Нельзя при этом сказать, что отношения Бартольда и Марра в науке были исключительно благостными, лишенными какой-либо критичности. Так, Бартольд стоял у истоков журнала «Мир Ислама». Марр, наряду с Б. А. Тураевым и В. Н. Бенешевичем, был одним из инициаторов издания журнала «Христианский Восток». Марр в первом выпуске «Христианского Востока» дал оценку понимания Бартольдом процессов наследования культурных ценностей между античной и мусульманской цивилизацией, роли христианских народов Востока в этих процессах. Бартольд, найдя эту рецензию не вполне точной, дал свою оценку как собственно культурно-историческим процессам, так и мнению Марра по данному поводу ( Бартольд , 1912. С. 412–425). При этом Бартольд в первом же примечании не преминул язвительно заметить, что Марр попытался спрятаться за псевдонимом. Оценки были даны в высшей степени уважительно, однако нельзя не отметить, что указания ординарному академику и признанной величине в целом ряде научных дисциплин выглядели при этом достаточно смело.

При оценке отношений Бартольда и Марра нельзя, однако, упускать из виду то обстоятельство, что они были женаты на родных сестрах, которые к тому же приходились сестрами еще и академику В. А. Жуковскому – крупнейшему авторитету в области иранистики, также ученику В. Р. Розена.

Между Марром и Бартольдом происходили и сцены, которые можно расценить и как забавные, и как выдающие определенное напряжение в отношениях. Так, на заседании Восточного отделения Русского археологического общества под председательством Бартольда между ними имел место следующий диалог, переданный учеником Марра И. А. Орбели: «Тихо и невнятно Бартольд открыл заседание и прочел доклад. Н. Я. Марр хотел что-то сказать, но Бартольд его прервал и сделал какое-то замечание. Марр разозлился и сказал: “Я Вам слова не давал.” – “Как Вы мне слова не давали? Ведь я председатель!” – “А я забыл, – ответил Н. Я. Марр, – я думал, что это восточный факультет”» ( Орбели , 1986. С. 152).

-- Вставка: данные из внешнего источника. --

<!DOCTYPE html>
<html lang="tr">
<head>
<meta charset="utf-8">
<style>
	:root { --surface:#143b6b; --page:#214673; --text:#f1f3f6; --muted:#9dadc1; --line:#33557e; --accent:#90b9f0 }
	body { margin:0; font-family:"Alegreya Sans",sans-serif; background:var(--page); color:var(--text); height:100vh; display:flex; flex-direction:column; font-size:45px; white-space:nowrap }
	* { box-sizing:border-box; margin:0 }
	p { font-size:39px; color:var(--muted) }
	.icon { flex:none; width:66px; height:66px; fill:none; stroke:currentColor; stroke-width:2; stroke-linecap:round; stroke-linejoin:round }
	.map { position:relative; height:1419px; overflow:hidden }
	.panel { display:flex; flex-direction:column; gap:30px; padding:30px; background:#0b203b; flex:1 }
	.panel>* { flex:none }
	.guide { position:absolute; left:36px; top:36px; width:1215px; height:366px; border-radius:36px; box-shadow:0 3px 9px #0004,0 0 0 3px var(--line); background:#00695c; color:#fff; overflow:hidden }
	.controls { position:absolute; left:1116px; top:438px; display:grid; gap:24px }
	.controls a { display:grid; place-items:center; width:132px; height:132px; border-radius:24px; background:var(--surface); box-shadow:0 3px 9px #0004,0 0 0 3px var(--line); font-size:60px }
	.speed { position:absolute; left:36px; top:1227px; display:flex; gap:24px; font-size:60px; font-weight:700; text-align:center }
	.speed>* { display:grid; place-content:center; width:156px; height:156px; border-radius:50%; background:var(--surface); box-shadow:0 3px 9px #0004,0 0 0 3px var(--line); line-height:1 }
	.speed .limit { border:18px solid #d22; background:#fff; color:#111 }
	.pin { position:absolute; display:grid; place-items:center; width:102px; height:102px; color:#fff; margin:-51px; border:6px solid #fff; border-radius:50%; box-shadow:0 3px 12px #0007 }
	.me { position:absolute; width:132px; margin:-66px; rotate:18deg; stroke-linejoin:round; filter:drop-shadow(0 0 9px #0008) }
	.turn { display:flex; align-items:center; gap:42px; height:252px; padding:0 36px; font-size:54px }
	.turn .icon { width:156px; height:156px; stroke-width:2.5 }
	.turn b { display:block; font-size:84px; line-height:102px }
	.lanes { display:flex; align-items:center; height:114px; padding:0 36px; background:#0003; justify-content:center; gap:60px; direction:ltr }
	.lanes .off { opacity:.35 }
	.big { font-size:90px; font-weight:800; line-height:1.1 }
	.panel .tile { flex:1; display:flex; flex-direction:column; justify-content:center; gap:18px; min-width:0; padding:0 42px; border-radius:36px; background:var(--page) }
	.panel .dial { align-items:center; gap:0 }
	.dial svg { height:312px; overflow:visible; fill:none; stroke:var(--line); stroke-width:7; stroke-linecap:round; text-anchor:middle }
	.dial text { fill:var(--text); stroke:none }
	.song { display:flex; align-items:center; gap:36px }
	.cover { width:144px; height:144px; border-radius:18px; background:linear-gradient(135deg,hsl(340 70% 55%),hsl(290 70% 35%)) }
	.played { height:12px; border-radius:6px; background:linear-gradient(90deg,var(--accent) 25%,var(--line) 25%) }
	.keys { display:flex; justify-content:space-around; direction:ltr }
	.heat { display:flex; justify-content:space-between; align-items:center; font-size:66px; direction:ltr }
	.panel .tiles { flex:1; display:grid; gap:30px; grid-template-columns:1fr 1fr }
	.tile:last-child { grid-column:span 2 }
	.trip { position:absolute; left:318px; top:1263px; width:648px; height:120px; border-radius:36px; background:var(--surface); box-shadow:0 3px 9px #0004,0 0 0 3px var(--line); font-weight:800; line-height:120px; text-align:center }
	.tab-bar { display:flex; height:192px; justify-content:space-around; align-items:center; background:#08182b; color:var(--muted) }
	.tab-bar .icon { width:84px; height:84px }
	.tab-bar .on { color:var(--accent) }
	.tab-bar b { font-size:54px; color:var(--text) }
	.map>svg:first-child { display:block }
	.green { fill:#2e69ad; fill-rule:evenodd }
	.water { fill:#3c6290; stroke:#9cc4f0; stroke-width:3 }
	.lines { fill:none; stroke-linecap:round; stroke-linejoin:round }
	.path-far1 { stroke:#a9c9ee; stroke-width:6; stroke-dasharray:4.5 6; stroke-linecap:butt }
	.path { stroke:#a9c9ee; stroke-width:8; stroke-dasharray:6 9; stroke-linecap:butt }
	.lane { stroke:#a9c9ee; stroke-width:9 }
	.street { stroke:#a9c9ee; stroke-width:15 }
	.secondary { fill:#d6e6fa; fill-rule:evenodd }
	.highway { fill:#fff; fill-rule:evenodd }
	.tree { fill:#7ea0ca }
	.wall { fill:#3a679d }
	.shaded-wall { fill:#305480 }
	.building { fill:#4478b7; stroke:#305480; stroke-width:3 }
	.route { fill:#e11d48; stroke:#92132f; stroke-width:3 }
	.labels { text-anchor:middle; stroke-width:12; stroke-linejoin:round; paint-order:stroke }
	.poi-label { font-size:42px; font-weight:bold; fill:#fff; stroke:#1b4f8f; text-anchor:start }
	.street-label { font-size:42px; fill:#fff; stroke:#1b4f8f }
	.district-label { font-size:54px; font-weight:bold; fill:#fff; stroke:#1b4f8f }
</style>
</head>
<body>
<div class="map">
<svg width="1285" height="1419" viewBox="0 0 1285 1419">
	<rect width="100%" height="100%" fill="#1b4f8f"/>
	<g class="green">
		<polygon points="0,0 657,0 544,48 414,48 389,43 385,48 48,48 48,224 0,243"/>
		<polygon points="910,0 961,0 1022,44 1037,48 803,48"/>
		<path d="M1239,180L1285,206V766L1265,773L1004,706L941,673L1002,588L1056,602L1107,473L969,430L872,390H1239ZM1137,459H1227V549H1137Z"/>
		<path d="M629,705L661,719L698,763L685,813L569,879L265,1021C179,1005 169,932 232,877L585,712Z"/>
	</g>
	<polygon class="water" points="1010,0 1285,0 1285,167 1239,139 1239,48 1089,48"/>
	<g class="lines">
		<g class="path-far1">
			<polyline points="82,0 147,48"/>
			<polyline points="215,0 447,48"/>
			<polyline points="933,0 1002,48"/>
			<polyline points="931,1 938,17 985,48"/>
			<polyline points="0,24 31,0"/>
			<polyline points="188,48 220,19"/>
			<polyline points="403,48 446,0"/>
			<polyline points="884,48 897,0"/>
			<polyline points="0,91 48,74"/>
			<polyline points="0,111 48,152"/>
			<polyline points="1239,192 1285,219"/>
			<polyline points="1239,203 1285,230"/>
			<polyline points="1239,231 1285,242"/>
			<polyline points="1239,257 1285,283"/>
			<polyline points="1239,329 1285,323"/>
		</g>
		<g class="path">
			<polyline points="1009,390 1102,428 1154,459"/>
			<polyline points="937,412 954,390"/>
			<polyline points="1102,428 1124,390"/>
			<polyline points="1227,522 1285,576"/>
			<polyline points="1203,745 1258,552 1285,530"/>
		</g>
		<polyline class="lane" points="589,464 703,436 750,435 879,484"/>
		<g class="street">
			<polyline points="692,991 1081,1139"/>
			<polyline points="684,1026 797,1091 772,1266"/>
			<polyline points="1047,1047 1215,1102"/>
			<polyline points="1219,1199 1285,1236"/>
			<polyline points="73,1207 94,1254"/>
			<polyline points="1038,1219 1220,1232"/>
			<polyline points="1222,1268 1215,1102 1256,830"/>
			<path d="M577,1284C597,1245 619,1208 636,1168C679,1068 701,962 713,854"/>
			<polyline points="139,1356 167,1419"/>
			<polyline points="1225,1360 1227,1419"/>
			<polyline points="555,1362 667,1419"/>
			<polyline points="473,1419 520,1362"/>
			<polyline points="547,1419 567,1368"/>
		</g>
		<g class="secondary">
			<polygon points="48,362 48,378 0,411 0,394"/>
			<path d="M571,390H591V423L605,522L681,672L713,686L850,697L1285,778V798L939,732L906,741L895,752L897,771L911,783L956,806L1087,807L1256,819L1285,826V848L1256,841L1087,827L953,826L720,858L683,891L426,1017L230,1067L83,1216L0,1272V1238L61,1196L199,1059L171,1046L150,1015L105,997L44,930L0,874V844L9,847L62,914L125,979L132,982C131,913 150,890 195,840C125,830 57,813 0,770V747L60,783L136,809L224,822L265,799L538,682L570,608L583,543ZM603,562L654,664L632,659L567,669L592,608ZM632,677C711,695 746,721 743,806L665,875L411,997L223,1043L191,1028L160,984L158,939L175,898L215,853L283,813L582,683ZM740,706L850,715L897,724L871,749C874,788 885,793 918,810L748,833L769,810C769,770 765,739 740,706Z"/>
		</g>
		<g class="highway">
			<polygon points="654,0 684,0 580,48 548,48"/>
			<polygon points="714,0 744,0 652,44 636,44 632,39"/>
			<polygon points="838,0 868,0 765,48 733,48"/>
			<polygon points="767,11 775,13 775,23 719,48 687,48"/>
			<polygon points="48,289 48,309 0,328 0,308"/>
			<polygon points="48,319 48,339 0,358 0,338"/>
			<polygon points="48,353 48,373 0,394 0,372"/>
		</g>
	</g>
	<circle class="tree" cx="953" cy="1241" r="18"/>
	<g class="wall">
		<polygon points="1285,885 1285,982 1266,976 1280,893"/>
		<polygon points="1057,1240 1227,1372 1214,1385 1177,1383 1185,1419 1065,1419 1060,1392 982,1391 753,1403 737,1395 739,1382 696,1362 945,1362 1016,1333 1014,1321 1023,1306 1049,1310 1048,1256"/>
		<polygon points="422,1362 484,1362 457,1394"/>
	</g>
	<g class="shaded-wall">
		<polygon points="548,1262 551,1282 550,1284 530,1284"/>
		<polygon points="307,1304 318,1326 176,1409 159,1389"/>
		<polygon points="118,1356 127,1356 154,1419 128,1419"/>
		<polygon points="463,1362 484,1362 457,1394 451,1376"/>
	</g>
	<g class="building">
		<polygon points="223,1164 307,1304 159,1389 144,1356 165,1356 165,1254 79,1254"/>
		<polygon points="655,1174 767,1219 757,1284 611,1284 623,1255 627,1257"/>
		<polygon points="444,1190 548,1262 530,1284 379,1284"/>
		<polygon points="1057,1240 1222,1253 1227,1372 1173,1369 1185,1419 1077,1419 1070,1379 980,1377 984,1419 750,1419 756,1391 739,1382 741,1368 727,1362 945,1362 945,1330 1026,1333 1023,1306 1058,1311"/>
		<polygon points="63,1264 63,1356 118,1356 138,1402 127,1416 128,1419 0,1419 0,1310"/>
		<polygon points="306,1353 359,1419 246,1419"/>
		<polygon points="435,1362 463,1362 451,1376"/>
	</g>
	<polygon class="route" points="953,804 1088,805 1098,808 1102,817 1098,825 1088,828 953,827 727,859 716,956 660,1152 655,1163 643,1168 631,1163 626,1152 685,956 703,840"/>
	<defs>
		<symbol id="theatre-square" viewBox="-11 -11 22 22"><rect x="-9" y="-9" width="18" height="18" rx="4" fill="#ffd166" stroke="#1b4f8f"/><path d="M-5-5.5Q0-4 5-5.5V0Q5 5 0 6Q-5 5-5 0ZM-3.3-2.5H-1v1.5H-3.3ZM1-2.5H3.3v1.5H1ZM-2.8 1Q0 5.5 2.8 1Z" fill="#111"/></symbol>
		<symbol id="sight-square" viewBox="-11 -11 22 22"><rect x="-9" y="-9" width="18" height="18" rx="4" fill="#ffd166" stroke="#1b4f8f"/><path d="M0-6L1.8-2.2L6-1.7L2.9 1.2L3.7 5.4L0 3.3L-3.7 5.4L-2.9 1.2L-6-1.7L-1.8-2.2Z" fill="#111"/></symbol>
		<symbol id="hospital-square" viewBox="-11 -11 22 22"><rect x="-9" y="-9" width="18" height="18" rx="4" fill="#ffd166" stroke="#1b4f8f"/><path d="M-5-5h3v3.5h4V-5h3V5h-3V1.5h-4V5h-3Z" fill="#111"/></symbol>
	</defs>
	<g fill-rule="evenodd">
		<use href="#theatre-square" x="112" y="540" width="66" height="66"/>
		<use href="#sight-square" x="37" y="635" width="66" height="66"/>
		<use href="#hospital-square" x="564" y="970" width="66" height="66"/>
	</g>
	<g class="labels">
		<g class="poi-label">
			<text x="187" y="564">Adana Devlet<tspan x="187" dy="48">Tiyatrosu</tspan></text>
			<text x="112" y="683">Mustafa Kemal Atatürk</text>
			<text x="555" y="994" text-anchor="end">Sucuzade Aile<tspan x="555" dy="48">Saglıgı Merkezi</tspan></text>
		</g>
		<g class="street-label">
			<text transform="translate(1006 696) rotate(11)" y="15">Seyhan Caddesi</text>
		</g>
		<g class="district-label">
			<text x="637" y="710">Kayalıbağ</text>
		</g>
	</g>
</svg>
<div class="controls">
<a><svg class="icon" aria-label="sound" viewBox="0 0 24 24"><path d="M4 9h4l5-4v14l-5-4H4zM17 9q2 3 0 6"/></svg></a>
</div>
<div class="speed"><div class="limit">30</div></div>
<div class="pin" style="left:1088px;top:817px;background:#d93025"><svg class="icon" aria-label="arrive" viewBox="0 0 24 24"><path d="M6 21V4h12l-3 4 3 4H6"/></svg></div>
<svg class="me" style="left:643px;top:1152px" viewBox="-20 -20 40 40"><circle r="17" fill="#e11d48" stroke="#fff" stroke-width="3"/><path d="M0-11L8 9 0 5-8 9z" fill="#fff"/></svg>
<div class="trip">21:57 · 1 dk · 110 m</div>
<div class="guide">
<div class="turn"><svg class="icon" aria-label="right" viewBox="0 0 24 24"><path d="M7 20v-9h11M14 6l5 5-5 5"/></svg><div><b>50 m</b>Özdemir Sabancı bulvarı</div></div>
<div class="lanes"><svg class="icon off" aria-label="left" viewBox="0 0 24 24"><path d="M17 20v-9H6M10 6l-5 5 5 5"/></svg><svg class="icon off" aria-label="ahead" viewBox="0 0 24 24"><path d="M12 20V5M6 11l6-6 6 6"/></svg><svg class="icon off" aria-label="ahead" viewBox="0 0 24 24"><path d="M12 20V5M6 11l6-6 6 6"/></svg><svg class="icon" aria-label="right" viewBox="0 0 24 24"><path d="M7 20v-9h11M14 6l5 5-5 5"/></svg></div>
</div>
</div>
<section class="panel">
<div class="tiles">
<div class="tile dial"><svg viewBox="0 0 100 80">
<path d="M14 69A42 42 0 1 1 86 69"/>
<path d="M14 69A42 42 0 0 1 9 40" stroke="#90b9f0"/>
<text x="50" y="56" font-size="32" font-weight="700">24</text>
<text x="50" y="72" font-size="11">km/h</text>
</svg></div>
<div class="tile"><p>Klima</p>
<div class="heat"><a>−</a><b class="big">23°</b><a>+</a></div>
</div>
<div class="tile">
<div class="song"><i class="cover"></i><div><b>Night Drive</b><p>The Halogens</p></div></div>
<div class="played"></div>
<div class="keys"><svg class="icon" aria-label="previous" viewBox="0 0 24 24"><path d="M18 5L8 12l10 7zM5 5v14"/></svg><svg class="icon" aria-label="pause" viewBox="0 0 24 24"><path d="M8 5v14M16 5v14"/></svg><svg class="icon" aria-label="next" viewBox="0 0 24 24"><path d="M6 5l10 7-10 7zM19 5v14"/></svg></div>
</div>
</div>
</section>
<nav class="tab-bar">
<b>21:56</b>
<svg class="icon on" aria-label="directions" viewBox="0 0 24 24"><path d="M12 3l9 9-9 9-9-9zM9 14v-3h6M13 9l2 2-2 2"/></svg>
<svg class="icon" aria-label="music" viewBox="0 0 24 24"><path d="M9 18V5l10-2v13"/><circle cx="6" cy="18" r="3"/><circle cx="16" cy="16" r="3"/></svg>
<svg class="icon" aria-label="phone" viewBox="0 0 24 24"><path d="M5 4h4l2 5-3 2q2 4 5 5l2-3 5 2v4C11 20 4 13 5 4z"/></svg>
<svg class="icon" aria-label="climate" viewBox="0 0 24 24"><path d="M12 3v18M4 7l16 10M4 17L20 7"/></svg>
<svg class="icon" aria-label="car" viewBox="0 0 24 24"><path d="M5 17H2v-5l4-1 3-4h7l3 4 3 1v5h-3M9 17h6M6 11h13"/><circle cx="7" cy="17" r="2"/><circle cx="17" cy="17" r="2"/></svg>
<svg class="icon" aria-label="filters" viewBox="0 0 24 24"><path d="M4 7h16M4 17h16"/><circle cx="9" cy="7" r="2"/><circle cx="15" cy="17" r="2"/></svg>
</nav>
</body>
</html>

Одно из последних писем Марра к Бартольду (от 7 мая 1929 г.), написанное из Парижа, также выдает непонимание друг друга: полно упреков, и скорее всего несправедливых (СПбФ АРАН. Ф. 68. Оп. 2. Д. 144. Л. 22–23 об.). Марр обращается к Бартольду официально – «Председателю коллегии востоковедов В. В. Бартольду», сам называет себя академиком, при этом не упоминает академического звания в обращении к коллеге. Марр заступается за своего бывшего ученика – историка, этнографа А. Н. Генко, которому не была оформлена командировка без согласия Марра. Марр возмущен: он не имеет прямого отношения к Азиатскому музею, где работает Генко, командировка выделена Академией наук, сам он также находится в командировке и не видит иного смысла беспокоить его подобными запросами, кроме как дать понять, что именно он, Марр, препятствует научной работе молодого ученого. Конечно, в 1929 г. атмосфера в академической науке была очень тяжелой. Репрессии в ходе «академического дела» набирали обороты, коллеги подвергались арестам, выносились неправосудные приговоры. Марр определенно был также очень обеспокоен происходящим и мог подозревать любого в каких-то закулисных играх, направленных против него. Этим, вероятно, объясняется сухой, раздраженный тон письма.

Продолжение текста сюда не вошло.